■ Work required
Repeat all the records exactly, omitting pictures.

• • •

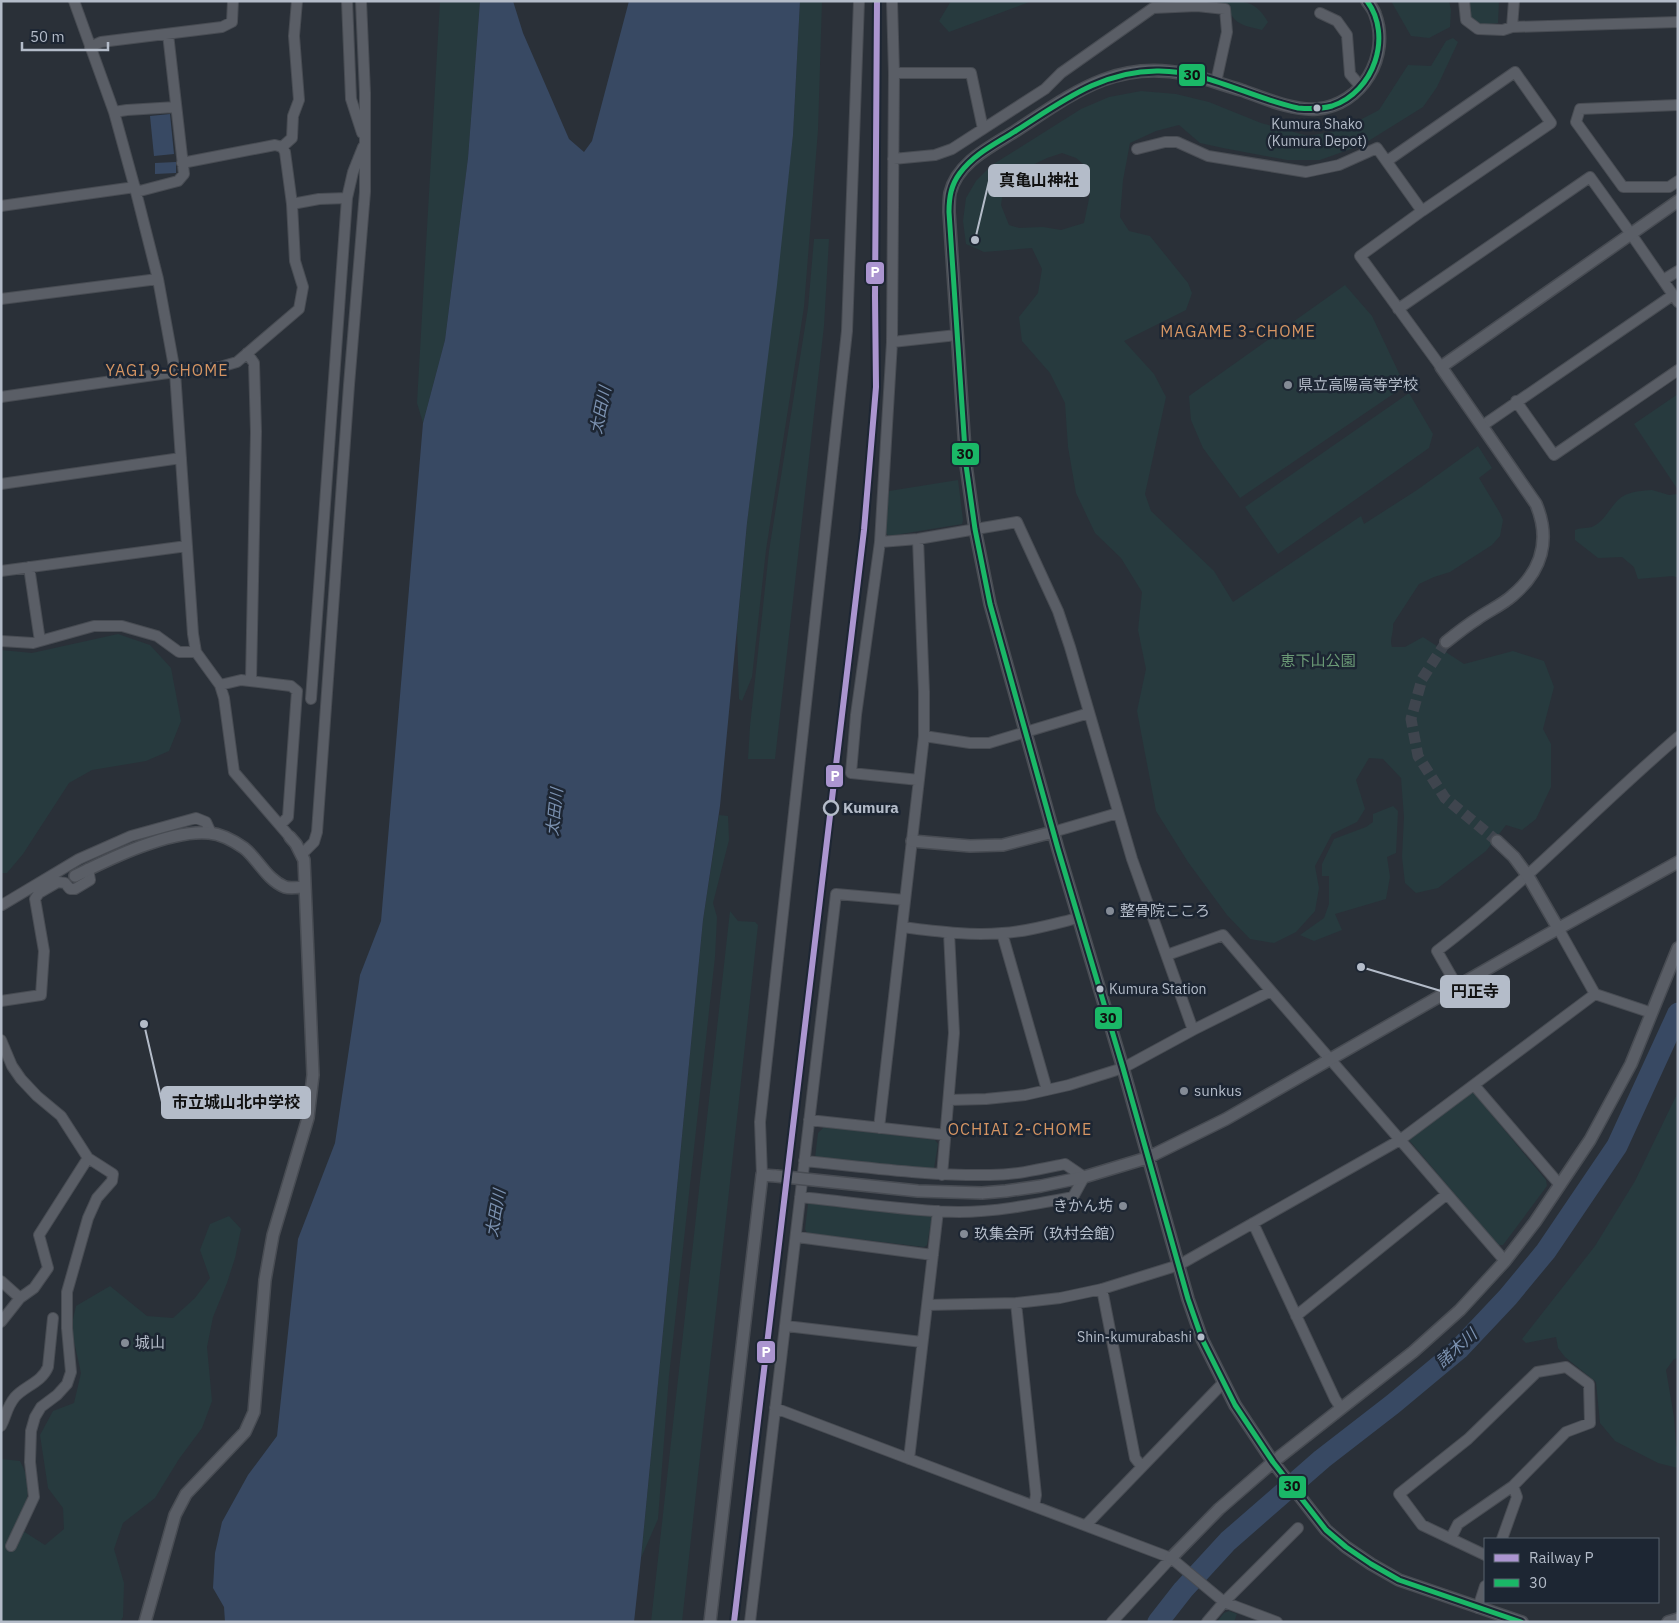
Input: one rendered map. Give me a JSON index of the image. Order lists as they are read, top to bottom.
{
  "districts": ["MAGAME 3-CHOME", "YAGI 9-CHOME", "OCHIAI 2-CHOME"],
  "water": ["太田川", "諸木川"],
  "parks": ["恵下山公園"],
  "places": [
    "Kumura Shako (Kumura Depot)",
    "真亀山神社",
    "県立高陽高等学校",
    "Kumura",
    "整骨院こころ",
    "円正寺",
    "Kumura Station",
    "市立城山北中学校",
    "sunkus",
    "きかん坊",
    "玖集会所（玖村会館）",
    "Shin-kumurabashi",
    "城山"
  ],
  "lines": ["rail line P", "transit line 30"],
  "legend": ["Railway P", "30"],
  "scale_bar": "50 m"
}
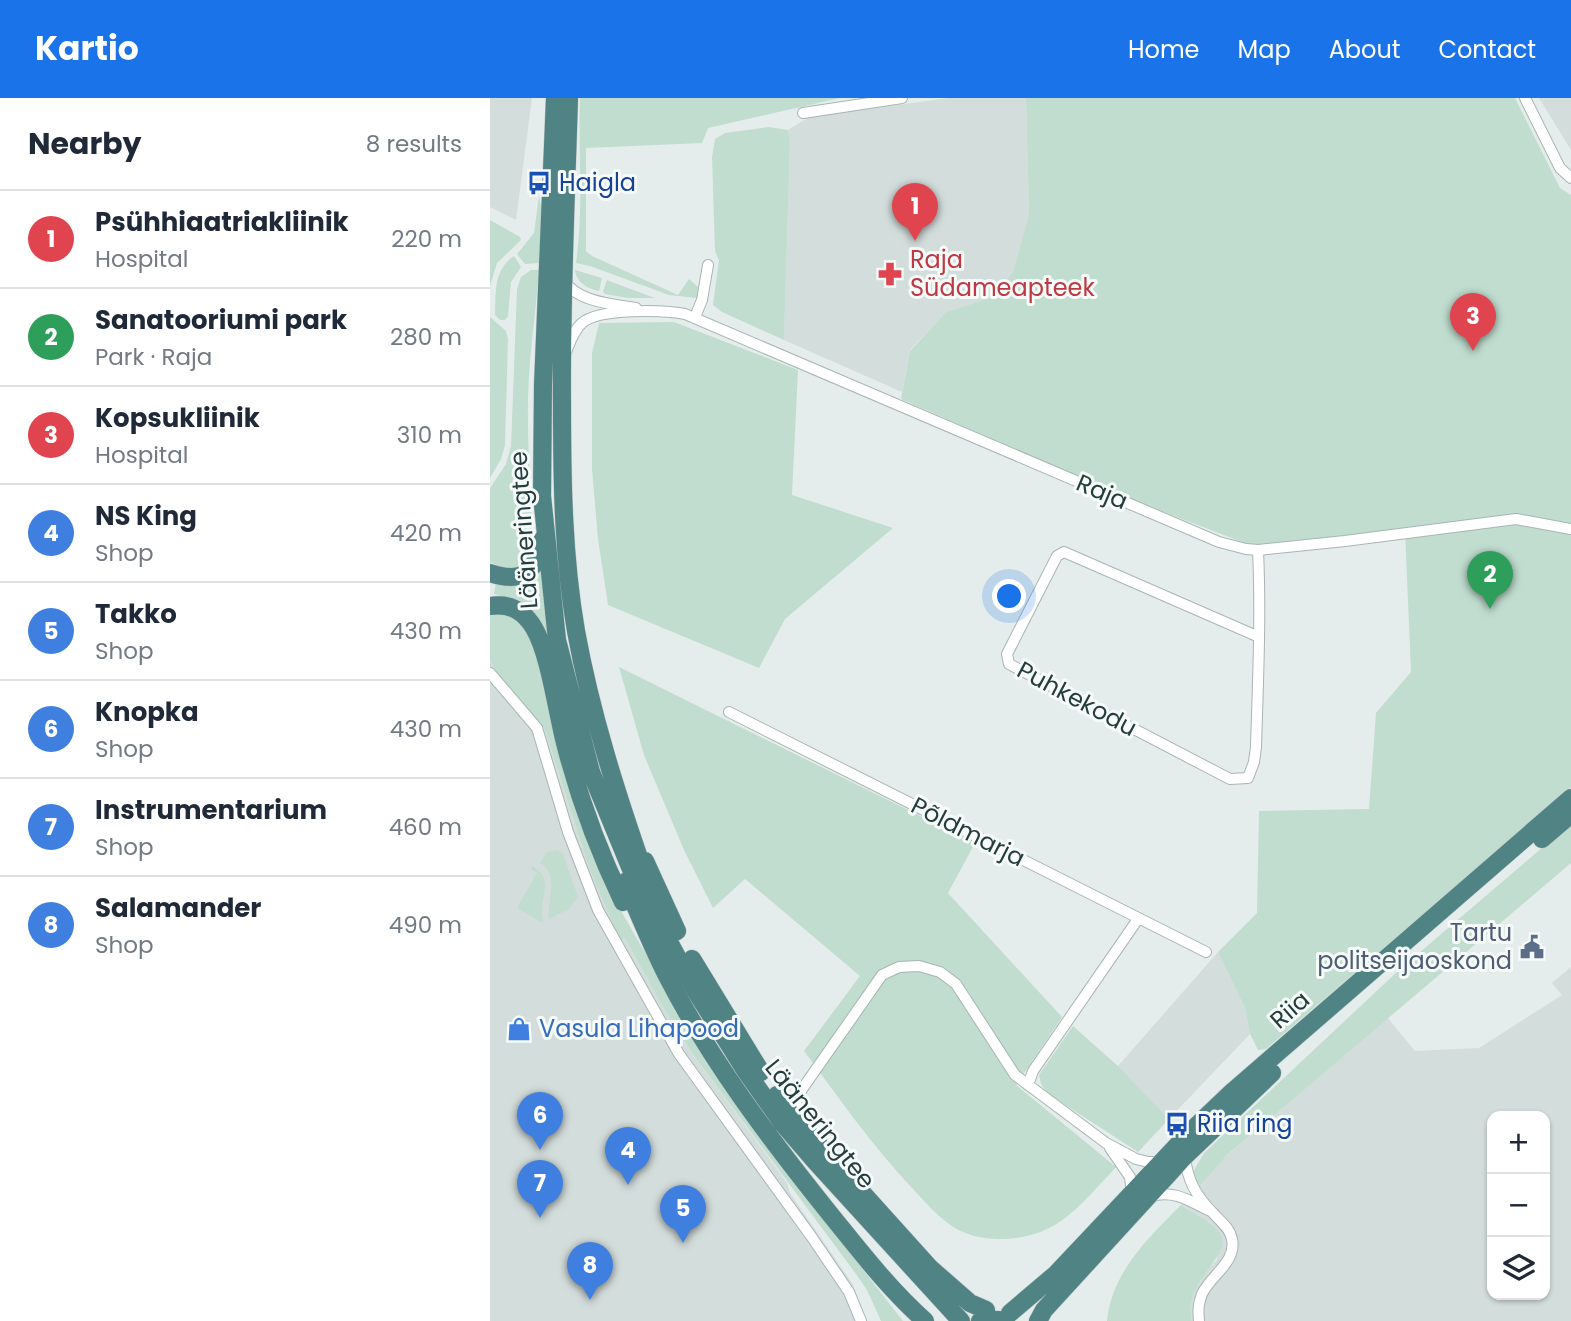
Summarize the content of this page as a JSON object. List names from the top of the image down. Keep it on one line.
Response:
{"streets":{"highway":["Lääneringtee","Riia"],"street":["Raja","Puhkekodu","Põldmarja"]},"crossings":[["Raja","Lääneringtee"],["Raja","Puhkekodu"]],"places":{"bus stop":["Haigla","Riia ring"],"pharmacy":["Raja Südameapteek"],"public building":["Tartu politseijaoskond"],"shop":["Vasula Lihapood"]},"page":{"header":"Kartio","nav":["Home","Map","About","Contact"],"heading":["Nearby","8 results"],"pins":["1","3","2","6","4","7","5","8"],"list":[{"mark":"1","name":"Psühhiaatriakliinik","note":"Hospital","value":"220 m"},{"mark":"2","name":"Sanatooriumi park","note":"Park · Raja","value":"280 m"},{"mark":"3","name":"Kopsukliinik","note":"Hospital","value":"310 m"},{"mark":"4","name":"NS King","note":"Shop","value":"420 m"},{"mark":"5","name":"Takko","note":"Shop","value":"430 m"},{"mark":"6","name":"Knopka","note":"Shop","value":"430 m"},{"mark":"7","name":"Instrumentarium","note":"Shop","value":"460 m"},{"mark":"8","name":"Salamander","note":"Shop","value":"490 m"}],"map_buttons":["+","−"]}}
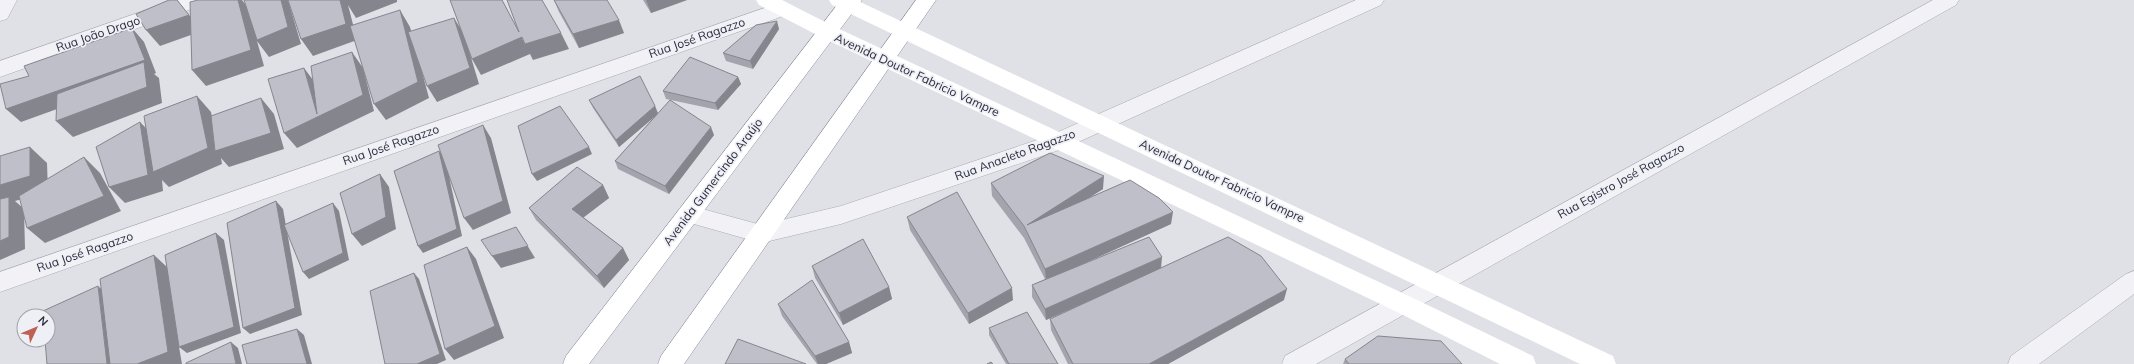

• • •

■ Answer to the exercise
Input: one rendered map. Give me a JSON index of the image. Order lists as they are read, top to bottom.
{
  "districts": ["MAGAME 3-CHOME", "YAGI 9-CHOME", "OCHIAI 2-CHOME"],
  "water": ["太田川", "諸木川"],
  "parks": ["恵下山公園"],
  "places": [
    "Kumura Shako (Kumura Depot)",
    "真亀山神社",
    "県立高陽高等学校",
    "Kumura",
    "整骨院こころ",
    "円正寺",
    "Kumura Station",
    "市立城山北中学校",
    "sunkus",
    "きかん坊",
    "玖集会所（玖村会館）",
    "Shin-kumurabashi",
    "城山"
  ],
  "lines": ["rail line P", "transit line 30"],
  "legend": ["Railway P", "30"],
  "scale_bar": "50 m"
}
Summarize the content of this page as a JSON object. List names from the top of the image down. Keep it on one line.
Response:
{"streets":{"highway":["Lääneringtee","Riia"],"street":["Raja","Puhkekodu","Põldmarja"]},"crossings":[["Raja","Lääneringtee"],["Raja","Puhkekodu"]],"places":{"bus stop":["Haigla","Riia ring"],"pharmacy":["Raja Südameapteek"],"public building":["Tartu politseijaoskond"],"shop":["Vasula Lihapood"]},"page":{"header":"Kartio","nav":["Home","Map","About","Contact"],"heading":["Nearby","8 results"],"pins":["1","3","2","6","4","7","5","8"],"list":[{"mark":"1","name":"Psühhiaatriakliinik","note":"Hospital","value":"220 m"},{"mark":"2","name":"Sanatooriumi park","note":"Park · Raja","value":"280 m"},{"mark":"3","name":"Kopsukliinik","note":"Hospital","value":"310 m"},{"mark":"4","name":"NS King","note":"Shop","value":"420 m"},{"mark":"5","name":"Takko","note":"Shop","value":"430 m"},{"mark":"6","name":"Knopka","note":"Shop","value":"430 m"},{"mark":"7","name":"Instrumentarium","note":"Shop","value":"460 m"},{"mark":"8","name":"Salamander","note":"Shop","value":"490 m"}],"map_buttons":["+","−"]}}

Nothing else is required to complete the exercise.